Before the IEEE published a Spanning Tree Protocol standard for VLANs, a number of vendors who sold VLAN capable switches developed their own Spanning Tree Protocol versions that were VLAN capable. Cisco developed, implemented and published the Per-VLAN Spanning Tree (PVST) proprietary protocol using its own proprietary Inter-Switch Link (ISL) for VLAN encapsulation, and PVST+ which uses 802.1Q VLAN encapsulation. Both standards implement a separate spanning tree for every VLAN. Cisco switches now commonly implement PVST+ and can only implement Spanning Trees for VLANs if the other switches in the LAN implement the same VLAN STP protocol. HP provides PVST and PVST+ compatibility in some of its network switches.[20] Some devices from Force10 Networks, Alcatel-Lucent, Extreme Networks, Avaya, Brocade Communications Systems and BLADE Network Technologies support PVST+.[21] [22] [23] Extreme Networks does so with two limitations: Lack of support on ports where the VLAN is untagged/native, and also on the VLAN with ID 1. PVST+ can tunnel across an MSTP Region.[24]

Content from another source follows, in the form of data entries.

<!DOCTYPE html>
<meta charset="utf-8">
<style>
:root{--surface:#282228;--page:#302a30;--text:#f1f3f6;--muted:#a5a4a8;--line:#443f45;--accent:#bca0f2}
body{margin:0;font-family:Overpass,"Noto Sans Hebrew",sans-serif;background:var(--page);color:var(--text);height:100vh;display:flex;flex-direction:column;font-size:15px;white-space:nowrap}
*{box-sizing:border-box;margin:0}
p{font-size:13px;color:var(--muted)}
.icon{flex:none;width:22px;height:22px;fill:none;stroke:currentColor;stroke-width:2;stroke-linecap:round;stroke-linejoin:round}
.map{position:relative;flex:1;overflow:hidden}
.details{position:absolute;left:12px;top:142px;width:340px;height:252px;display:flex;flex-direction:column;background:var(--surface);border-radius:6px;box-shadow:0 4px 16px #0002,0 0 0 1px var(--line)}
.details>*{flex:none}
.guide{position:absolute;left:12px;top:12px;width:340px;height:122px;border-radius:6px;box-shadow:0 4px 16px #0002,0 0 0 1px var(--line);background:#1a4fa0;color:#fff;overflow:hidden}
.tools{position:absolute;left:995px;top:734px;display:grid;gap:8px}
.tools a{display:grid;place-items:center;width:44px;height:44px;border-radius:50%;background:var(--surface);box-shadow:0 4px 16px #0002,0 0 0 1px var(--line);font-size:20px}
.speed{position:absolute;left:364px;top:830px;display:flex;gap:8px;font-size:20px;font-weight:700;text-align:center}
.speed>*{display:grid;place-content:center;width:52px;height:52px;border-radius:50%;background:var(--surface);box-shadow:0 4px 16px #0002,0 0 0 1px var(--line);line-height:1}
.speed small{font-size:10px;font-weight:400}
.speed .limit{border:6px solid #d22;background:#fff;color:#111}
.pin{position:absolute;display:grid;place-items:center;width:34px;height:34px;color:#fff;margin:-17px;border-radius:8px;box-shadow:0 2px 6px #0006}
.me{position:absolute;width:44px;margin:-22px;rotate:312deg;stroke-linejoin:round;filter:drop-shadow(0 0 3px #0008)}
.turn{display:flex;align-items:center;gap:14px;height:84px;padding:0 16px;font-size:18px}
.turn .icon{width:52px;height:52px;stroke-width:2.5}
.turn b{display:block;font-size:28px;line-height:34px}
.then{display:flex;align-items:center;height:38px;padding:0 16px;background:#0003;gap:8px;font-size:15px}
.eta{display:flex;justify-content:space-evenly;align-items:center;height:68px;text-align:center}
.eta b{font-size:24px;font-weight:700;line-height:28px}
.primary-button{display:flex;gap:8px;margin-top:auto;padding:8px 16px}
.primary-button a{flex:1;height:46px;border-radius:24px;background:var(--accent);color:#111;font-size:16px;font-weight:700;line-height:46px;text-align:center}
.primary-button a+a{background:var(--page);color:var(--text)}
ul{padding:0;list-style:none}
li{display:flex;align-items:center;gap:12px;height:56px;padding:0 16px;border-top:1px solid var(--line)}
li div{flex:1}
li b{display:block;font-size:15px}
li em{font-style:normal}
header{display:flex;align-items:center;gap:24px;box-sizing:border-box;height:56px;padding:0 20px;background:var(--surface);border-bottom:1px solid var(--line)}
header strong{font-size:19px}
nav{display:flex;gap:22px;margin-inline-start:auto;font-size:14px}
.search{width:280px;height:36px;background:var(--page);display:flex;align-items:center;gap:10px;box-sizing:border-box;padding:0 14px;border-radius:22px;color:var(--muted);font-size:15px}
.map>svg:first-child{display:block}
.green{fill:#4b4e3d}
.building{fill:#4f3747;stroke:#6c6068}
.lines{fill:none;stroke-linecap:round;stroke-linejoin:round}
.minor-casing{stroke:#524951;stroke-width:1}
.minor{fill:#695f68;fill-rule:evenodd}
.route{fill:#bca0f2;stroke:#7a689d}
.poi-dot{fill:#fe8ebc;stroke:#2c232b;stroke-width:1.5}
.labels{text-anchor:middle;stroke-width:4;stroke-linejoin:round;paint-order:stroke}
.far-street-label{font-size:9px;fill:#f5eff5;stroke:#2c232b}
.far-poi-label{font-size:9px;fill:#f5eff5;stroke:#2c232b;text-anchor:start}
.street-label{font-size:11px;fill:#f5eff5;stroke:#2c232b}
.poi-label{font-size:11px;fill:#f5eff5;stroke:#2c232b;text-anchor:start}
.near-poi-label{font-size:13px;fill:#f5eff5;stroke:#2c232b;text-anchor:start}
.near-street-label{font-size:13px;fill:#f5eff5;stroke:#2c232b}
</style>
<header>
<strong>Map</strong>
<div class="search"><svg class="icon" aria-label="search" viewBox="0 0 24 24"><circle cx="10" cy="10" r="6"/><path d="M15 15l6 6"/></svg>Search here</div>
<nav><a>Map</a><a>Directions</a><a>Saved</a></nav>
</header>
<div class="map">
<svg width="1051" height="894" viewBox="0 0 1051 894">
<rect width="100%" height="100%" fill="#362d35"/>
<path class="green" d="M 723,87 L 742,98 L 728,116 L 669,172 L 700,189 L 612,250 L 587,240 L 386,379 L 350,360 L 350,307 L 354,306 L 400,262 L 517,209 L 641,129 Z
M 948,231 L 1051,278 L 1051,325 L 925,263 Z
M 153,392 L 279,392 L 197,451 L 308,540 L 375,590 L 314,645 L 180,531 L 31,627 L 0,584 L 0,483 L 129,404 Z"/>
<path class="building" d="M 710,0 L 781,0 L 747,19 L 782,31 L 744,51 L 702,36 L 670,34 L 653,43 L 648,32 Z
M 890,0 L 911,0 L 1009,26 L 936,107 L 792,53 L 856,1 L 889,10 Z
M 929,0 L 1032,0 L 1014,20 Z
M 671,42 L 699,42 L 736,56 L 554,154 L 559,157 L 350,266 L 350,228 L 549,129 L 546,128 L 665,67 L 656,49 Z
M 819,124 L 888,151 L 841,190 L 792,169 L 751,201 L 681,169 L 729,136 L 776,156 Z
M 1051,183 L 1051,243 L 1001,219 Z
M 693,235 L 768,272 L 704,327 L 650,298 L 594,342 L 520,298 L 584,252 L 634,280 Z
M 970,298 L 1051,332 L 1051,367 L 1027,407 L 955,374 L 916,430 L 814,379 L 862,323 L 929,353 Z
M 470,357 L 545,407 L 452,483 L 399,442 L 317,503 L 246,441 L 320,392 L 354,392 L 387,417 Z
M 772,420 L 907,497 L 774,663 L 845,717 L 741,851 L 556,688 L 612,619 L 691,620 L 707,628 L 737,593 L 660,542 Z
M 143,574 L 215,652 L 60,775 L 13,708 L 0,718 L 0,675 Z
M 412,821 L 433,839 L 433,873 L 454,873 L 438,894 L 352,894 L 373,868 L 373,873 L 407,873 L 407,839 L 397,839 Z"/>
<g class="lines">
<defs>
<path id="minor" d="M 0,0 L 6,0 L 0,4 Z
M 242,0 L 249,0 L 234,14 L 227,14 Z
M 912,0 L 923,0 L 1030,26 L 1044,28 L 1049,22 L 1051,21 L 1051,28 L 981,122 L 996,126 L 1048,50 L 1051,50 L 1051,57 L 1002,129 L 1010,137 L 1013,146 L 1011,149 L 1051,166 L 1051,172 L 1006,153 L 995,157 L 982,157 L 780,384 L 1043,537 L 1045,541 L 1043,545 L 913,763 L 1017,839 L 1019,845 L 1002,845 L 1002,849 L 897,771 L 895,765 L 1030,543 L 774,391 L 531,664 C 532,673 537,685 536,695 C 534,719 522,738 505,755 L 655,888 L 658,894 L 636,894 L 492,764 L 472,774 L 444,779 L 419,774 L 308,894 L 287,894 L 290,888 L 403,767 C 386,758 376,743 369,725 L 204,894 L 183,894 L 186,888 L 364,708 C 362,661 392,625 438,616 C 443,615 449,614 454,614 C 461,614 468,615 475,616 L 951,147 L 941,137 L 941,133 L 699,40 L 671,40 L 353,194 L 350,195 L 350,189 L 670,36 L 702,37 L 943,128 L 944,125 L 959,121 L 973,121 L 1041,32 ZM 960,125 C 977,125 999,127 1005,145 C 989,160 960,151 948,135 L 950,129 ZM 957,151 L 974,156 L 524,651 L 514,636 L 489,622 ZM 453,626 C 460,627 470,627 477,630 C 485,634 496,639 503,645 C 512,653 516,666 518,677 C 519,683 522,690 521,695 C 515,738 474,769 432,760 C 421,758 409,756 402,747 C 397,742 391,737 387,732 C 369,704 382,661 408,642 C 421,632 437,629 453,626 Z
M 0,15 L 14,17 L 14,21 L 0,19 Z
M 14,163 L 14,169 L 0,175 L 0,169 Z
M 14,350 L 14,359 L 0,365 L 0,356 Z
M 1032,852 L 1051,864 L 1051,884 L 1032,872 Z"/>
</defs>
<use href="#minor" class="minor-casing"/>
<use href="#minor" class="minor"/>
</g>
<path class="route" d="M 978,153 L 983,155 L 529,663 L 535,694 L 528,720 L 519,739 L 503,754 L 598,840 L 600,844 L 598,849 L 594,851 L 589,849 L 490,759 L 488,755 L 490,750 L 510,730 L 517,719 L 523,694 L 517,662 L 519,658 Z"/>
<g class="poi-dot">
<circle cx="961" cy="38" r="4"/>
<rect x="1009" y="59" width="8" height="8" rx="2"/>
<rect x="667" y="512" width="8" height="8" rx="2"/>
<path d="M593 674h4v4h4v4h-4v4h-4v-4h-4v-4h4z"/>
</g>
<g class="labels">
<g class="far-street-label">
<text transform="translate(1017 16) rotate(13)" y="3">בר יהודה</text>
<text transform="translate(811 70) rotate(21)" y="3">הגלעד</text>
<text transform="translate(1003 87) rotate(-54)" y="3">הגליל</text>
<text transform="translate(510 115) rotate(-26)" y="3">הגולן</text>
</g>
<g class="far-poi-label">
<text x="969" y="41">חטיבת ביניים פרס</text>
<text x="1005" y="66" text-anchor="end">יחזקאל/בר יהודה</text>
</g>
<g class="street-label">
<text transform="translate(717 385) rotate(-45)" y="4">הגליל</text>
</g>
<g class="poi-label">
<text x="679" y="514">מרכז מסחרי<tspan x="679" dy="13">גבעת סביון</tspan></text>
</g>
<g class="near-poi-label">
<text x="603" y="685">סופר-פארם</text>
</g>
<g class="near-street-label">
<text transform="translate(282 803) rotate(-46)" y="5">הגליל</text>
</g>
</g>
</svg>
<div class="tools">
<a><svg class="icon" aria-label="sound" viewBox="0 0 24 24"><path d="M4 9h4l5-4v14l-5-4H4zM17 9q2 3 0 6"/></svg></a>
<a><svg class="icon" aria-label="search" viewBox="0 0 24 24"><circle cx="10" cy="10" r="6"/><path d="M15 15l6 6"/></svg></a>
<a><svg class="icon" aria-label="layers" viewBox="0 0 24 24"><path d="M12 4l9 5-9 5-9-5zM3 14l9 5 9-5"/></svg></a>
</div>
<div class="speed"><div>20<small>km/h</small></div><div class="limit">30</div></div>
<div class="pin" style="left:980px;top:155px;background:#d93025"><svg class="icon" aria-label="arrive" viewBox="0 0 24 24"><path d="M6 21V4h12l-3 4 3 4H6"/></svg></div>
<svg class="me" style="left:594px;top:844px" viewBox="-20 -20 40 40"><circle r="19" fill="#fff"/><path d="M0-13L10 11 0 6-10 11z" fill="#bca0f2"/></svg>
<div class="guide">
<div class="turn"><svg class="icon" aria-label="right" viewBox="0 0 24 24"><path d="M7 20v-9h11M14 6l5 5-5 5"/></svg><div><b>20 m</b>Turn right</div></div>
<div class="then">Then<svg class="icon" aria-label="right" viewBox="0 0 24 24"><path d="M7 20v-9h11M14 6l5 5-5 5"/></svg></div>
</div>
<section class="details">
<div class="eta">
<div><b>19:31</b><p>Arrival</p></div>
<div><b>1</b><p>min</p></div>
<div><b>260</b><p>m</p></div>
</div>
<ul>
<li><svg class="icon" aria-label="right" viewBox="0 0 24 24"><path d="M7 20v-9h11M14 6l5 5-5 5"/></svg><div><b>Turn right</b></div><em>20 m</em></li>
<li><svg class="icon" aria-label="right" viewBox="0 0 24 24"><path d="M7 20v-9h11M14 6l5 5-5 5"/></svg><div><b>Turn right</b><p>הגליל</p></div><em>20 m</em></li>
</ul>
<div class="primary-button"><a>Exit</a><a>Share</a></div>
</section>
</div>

The switch vendor Juniper Networks in turn developed and implemented its VLAN Spanning Tree Protocol (VSTP) to provide compatibility with Cisco's PVST, so that the switches from both vendors can be included in one LAN.[20] The VSTP protocol is only supported by the EX and MX Series from Juniper Networks. There are two restrictions to the compatibility of VSTP:
By default, VSTP uses the RSTP protocol as its core spanning-tree protocol, but usage of STP can be forced if the network includes old bridges.[26] More information about configuring VSTP on Juniper Networks switches was published in the official documentation.[27]

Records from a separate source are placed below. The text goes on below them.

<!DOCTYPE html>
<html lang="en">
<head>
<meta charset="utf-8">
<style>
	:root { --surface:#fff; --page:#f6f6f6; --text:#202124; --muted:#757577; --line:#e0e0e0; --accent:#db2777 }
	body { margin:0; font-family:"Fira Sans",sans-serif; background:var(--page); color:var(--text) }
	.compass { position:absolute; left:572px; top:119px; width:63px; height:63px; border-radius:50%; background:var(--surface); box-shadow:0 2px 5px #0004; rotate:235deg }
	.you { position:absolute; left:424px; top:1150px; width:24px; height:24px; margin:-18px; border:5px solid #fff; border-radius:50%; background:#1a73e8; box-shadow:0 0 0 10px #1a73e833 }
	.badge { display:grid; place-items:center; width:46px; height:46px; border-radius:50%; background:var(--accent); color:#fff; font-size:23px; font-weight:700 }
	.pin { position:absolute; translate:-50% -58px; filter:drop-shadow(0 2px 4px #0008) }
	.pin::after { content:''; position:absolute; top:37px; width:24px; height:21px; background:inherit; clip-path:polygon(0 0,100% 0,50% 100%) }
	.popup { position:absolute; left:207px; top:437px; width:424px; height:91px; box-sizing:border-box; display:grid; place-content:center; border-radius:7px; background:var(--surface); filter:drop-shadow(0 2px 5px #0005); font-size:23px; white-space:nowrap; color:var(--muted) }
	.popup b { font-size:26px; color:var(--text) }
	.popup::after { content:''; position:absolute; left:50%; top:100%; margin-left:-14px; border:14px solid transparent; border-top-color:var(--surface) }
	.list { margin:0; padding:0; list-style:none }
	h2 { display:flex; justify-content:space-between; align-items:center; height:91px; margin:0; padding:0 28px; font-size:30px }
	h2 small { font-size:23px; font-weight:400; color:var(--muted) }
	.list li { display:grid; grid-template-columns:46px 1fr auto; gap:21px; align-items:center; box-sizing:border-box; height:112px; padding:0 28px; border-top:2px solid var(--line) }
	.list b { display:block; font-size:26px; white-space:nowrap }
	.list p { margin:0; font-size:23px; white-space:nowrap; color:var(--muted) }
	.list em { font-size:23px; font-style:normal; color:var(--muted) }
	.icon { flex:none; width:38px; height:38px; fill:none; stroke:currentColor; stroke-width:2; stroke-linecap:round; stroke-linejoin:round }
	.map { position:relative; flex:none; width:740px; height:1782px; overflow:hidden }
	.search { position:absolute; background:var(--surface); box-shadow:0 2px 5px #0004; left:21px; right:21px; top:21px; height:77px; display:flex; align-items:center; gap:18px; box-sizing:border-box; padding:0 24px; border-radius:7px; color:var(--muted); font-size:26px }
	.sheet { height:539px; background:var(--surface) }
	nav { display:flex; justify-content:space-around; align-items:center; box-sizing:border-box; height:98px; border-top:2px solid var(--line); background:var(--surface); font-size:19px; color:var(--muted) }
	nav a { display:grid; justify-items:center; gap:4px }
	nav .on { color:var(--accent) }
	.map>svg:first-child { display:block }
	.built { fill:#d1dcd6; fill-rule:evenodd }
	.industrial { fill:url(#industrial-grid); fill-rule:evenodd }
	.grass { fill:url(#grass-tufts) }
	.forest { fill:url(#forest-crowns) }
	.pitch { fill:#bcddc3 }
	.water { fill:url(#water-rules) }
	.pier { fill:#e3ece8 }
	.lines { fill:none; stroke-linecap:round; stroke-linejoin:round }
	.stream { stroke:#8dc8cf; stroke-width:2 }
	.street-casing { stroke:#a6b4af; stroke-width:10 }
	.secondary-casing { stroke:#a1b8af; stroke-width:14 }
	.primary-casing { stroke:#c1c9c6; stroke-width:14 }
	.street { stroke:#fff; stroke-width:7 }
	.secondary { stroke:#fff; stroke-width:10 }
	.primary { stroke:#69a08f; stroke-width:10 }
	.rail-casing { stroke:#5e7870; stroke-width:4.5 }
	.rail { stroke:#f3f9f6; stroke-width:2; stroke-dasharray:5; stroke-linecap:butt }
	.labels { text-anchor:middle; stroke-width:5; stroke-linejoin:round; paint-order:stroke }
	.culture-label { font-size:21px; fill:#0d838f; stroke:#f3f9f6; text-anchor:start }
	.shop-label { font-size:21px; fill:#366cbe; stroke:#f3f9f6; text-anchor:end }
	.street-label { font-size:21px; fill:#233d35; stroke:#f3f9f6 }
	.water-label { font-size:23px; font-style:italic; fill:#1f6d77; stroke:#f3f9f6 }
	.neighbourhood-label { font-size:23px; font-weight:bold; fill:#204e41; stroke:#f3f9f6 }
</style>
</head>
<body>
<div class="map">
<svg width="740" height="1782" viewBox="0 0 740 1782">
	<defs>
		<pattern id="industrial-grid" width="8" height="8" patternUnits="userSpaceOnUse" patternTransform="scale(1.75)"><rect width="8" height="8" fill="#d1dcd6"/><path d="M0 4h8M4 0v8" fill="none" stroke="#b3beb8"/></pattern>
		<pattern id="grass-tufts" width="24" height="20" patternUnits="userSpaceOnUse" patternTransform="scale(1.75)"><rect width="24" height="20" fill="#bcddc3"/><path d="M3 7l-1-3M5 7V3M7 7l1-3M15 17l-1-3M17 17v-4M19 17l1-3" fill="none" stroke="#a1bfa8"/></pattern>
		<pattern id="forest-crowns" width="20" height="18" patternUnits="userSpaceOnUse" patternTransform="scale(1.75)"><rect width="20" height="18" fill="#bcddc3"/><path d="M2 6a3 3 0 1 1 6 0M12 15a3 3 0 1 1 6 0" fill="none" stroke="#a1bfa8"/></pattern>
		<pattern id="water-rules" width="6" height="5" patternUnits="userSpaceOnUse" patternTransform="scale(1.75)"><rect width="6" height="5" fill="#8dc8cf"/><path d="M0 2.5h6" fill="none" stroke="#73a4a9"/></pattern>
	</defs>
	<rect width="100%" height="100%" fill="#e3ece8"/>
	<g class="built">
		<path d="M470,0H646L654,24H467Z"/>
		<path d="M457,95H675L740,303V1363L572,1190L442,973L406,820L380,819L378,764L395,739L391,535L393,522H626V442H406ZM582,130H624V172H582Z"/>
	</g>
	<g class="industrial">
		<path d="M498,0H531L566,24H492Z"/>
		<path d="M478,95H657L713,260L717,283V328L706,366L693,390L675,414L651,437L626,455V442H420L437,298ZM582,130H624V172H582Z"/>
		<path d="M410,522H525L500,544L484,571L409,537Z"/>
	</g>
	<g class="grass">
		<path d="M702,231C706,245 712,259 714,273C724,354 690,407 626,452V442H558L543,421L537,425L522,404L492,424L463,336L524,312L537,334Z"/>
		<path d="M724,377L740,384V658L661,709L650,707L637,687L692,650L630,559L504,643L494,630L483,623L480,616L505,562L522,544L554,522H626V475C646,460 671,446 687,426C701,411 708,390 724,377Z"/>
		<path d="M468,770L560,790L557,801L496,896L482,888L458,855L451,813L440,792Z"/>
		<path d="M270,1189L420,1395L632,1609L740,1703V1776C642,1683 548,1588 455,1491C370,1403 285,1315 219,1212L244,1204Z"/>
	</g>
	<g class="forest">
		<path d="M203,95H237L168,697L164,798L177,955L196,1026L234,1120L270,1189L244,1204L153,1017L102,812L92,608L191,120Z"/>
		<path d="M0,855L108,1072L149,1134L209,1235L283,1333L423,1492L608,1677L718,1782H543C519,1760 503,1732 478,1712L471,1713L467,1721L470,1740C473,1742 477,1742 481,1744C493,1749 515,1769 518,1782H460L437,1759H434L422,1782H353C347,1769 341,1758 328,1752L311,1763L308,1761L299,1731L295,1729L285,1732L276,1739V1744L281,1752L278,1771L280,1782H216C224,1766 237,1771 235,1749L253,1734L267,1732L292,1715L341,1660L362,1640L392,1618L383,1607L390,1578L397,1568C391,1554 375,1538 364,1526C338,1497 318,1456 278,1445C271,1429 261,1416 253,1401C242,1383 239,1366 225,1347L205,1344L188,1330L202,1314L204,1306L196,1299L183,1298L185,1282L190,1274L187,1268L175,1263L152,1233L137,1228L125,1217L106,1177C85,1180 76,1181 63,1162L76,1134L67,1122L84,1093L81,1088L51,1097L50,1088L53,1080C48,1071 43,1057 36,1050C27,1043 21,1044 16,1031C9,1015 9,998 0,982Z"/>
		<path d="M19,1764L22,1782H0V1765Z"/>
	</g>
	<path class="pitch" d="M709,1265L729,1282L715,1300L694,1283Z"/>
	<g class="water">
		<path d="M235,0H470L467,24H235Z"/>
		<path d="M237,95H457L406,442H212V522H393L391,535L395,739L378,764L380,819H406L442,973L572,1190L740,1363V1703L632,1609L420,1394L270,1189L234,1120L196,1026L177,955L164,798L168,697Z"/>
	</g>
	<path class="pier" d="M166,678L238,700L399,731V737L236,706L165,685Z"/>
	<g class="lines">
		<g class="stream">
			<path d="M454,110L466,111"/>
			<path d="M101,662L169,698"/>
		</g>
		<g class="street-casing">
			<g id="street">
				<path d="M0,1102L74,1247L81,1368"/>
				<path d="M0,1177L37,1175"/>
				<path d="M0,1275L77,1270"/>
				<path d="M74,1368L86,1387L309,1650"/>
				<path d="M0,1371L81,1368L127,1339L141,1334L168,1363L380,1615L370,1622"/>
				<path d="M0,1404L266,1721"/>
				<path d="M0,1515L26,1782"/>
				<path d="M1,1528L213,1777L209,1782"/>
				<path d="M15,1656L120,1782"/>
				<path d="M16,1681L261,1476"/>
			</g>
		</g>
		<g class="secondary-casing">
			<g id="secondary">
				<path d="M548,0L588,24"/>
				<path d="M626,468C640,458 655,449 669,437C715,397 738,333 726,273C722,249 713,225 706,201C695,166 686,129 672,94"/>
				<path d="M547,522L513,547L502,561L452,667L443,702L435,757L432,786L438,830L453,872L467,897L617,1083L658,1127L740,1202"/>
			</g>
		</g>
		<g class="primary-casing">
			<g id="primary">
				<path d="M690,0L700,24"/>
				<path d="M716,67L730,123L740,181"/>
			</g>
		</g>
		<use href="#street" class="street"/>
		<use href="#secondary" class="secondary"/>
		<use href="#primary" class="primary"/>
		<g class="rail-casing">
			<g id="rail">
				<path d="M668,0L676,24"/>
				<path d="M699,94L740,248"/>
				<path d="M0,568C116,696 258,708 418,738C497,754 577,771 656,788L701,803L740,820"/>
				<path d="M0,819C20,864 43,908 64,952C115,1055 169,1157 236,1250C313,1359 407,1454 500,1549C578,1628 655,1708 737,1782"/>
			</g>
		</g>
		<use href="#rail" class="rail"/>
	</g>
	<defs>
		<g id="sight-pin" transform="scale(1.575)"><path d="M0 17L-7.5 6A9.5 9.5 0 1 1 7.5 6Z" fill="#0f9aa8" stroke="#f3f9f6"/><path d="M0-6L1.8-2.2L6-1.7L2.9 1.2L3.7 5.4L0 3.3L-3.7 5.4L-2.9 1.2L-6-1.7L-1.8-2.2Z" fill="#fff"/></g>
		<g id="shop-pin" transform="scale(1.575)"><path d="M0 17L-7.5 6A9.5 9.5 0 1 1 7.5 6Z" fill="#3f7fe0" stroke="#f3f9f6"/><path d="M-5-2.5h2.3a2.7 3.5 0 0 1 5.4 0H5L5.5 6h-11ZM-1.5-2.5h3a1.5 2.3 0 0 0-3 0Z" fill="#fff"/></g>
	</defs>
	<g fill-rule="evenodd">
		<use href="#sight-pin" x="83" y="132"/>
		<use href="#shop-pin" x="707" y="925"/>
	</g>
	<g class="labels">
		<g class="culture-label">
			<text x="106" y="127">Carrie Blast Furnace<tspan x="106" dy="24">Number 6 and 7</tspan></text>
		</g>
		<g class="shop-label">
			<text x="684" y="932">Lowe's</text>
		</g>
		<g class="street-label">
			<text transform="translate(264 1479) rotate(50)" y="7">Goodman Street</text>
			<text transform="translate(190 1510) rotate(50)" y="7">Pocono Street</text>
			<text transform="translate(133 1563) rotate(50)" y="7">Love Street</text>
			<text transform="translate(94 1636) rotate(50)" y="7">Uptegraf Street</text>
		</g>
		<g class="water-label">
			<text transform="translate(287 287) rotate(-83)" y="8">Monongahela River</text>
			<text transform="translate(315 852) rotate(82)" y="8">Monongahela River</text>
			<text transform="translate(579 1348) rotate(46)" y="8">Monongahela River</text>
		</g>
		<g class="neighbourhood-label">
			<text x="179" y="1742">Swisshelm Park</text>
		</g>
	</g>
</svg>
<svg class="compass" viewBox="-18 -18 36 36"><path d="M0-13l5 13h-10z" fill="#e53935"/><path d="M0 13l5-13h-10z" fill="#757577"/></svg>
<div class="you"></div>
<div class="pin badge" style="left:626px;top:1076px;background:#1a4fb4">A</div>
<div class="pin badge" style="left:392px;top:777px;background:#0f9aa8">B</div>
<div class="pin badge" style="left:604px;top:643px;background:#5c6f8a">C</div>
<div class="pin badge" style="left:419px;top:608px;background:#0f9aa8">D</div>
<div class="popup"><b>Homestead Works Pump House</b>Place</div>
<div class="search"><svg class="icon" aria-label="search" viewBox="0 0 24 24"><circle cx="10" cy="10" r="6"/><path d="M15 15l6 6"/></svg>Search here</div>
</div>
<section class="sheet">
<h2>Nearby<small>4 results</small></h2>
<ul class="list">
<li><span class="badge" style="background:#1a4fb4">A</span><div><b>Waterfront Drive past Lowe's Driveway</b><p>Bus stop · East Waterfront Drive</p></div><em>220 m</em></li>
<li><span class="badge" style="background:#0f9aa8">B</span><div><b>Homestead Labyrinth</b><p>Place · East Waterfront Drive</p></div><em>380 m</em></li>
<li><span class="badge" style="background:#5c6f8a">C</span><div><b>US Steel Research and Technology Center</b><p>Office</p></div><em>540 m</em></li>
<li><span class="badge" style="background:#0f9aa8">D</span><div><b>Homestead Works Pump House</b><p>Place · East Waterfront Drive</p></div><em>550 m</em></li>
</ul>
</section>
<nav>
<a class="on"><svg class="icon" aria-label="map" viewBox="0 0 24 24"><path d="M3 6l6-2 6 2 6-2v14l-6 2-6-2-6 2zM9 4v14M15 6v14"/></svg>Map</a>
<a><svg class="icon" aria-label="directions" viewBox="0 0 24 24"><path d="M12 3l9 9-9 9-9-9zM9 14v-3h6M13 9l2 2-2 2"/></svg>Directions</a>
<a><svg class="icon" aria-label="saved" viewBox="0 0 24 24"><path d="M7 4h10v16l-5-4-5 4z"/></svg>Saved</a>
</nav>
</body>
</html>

Cisco also published a proprietary version of Rapid Spanning Tree Protocol. It creates a spanning tree for each VLAN, just like PVST. Cisco refers to this as Rapid Per-VLAN Spanning Tree (RPVST).
See main article: Multiple Spanning Tree Protocol.
The Multiple Spanning Tree Protocol (MSTP), originally defined in IEEE 802.1s-2002 and later merged into IEEE 802.1Q-2005, defines an extension to RSTP to further develop the usefulness of VLANs.
In the standard, a spanning tree that maps one or more VLANs is called a multiple spanning tree (MST). Under MSTP, a spanning tree can be defined for individual VLANs or for groups of VLANs. Furthermore, the administrator can define alternate paths within a spanning tree. Switches are first assigned to an MST region, then VLANs are mapped against or assigned to this MST. A common spanning tree (CST) is an MST to which several VLANs are mapped, this group of VLANs is called MST instance (MSTI). CSTs are backward compatible with the STP and RSTP standard. A MST that has only one VLAN assigned to it is an internal spanning tree (IST).[20]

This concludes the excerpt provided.